Que ressentez-vous lorsque vous vous produisez à des milliers de kilomètres l’un de l’autre ?
C. C. Nous sommes très différents de ce point de vue. Au début, je suis très tranquille. Mais, plus le temps passe, plus ma femme et mon fils me manquent. Alors qu’Ekaterina, elle, a plutôt tendance à s’habituer et à organiser sa vie en fonction de l’éloignement. Ceci posé, nous avons besoin de nous parler régulièrement. Je l’appelle en général cinq à six fois par jour, même pour deux minutes.
E. S. Charles aime tenir la bride plutôt serrée : « Où étais-tu ? Pourquoi n’as-tu pas répondu ? »
C. C. Avec le décalage horaire, c’est parfois difficile de trouver le bon moment pour se parler…
Votre fils est-il toujours avec vous ?
C. C. Il voyage avec Ekaterina, la plupart du temps. Il change sans cesse d’école, mais il va bien falloir trouver un point d’ancrage. Quand ? Question épineuse…
Quel est votre couple d’opéra préféré ?
E. S. Adina et Nemorino.
C. C. Vraiment ? Elle est tellement méchante !

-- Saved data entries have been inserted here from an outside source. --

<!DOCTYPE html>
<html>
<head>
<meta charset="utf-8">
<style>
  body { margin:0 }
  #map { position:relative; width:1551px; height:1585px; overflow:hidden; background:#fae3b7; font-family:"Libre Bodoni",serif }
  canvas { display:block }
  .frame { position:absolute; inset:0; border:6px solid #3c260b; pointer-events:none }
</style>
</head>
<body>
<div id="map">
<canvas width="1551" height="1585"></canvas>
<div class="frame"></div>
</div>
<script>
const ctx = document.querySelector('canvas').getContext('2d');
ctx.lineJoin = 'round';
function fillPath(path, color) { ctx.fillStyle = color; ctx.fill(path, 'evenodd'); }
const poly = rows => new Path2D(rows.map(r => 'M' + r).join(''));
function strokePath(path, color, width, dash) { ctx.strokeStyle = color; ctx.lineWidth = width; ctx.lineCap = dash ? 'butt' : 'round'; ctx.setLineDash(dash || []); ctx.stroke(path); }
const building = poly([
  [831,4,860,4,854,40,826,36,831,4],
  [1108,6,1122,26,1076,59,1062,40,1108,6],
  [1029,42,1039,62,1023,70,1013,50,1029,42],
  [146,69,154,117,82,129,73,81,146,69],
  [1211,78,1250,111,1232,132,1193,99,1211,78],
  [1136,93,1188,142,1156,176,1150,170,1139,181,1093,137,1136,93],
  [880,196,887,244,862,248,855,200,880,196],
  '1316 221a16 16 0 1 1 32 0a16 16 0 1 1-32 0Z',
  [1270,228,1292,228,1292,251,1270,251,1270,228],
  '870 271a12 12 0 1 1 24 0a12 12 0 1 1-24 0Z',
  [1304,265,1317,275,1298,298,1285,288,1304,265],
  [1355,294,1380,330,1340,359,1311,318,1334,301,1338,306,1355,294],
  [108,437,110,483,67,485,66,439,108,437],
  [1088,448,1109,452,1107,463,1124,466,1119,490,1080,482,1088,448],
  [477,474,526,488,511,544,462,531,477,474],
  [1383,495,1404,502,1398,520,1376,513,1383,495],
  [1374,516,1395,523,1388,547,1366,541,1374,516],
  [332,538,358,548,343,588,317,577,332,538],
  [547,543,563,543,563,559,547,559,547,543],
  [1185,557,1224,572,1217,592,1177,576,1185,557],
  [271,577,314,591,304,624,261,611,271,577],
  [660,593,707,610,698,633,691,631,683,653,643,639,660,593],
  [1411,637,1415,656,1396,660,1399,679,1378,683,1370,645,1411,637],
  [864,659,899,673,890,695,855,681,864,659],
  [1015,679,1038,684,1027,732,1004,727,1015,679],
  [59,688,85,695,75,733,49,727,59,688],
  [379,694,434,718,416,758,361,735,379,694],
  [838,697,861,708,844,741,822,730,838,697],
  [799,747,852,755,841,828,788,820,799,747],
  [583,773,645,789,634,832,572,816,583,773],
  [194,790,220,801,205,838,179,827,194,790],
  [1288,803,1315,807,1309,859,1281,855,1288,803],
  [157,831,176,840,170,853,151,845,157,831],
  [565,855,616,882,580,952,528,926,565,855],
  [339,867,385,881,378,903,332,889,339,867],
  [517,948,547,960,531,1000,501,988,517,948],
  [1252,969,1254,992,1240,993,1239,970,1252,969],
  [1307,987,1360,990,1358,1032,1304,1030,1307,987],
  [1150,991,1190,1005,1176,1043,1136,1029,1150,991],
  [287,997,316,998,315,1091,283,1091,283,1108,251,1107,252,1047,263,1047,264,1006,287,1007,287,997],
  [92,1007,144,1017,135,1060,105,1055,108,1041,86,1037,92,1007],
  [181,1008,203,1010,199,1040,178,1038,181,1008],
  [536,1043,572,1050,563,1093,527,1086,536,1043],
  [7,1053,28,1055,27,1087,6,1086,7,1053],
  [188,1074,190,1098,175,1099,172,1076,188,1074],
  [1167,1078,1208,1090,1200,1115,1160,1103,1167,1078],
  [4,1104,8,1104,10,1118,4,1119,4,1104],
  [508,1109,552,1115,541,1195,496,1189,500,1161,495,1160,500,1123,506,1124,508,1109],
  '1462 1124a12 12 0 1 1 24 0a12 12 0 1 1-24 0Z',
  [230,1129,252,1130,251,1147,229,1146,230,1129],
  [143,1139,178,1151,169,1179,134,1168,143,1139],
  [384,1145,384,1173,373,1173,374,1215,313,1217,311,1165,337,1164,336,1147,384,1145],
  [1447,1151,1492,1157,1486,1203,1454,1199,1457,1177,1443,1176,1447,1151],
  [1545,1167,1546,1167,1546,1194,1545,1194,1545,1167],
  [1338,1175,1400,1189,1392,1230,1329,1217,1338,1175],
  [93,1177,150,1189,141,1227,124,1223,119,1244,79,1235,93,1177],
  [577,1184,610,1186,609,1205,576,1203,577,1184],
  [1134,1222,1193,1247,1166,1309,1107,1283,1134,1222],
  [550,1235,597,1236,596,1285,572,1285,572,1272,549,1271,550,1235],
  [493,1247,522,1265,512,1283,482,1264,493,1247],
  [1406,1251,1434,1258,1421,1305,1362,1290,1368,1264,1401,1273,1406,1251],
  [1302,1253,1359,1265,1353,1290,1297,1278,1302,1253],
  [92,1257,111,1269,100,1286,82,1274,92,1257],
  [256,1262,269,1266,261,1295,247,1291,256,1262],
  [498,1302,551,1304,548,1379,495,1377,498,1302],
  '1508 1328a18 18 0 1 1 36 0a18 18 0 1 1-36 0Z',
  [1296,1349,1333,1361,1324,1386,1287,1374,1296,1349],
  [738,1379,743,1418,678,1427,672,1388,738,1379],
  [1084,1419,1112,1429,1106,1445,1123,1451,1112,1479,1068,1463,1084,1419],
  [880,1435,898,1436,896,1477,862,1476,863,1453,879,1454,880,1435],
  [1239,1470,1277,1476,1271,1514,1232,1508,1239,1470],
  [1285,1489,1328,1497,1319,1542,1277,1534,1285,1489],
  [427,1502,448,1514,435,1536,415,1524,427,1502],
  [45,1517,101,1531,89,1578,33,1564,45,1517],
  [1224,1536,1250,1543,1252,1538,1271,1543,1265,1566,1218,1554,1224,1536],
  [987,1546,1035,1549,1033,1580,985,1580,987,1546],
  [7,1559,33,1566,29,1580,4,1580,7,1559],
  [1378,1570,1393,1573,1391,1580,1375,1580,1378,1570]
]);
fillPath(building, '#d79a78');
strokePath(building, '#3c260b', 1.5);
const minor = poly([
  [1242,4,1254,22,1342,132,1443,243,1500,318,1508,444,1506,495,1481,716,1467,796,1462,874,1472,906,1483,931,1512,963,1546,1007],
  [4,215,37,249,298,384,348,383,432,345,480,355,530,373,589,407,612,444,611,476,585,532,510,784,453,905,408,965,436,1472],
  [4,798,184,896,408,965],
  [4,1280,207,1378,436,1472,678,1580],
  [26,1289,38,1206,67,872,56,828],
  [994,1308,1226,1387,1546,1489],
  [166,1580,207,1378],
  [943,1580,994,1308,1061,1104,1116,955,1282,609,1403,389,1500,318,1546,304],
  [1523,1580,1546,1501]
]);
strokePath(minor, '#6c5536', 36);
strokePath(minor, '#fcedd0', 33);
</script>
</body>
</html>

E. S. Non, elle est piquante et maligne. Comment pourrait-on ne pas aimer Adina ?
C. C. Je préfère Roméo et Juliette. Parce que j’aime énormément l’opéra français. Ekaterina chante davantage de bel canto.
E. S. Pas autant que je le voudrais, car c’est un répertoire qui n’est pas si souvent programmé. Je suis maintenant impatiente d’aborder l’opéra français. Ma voix s’est suffisamment développée, et Charles m’aide pour la prononciation.
Ironie du sort, il vous est arrivé de chanter le même opéra au même moment, mais pas au même endroit !
C. C. Tout comme il nous est arrivé de chanter le même opéra au même endroit, mais pas au même moment ! Cela a été le cas pour L’elisir d’amore à Bastille, dans la merveilleuse mise en scène de Laurent Pelly.
E. S. Les théâtres devraient plus souvent engager des couples à la ville. Même dans des opéras différents. D’abord, ce serait amusant. Ensuite, nous pourrions enfin mener une vie normale !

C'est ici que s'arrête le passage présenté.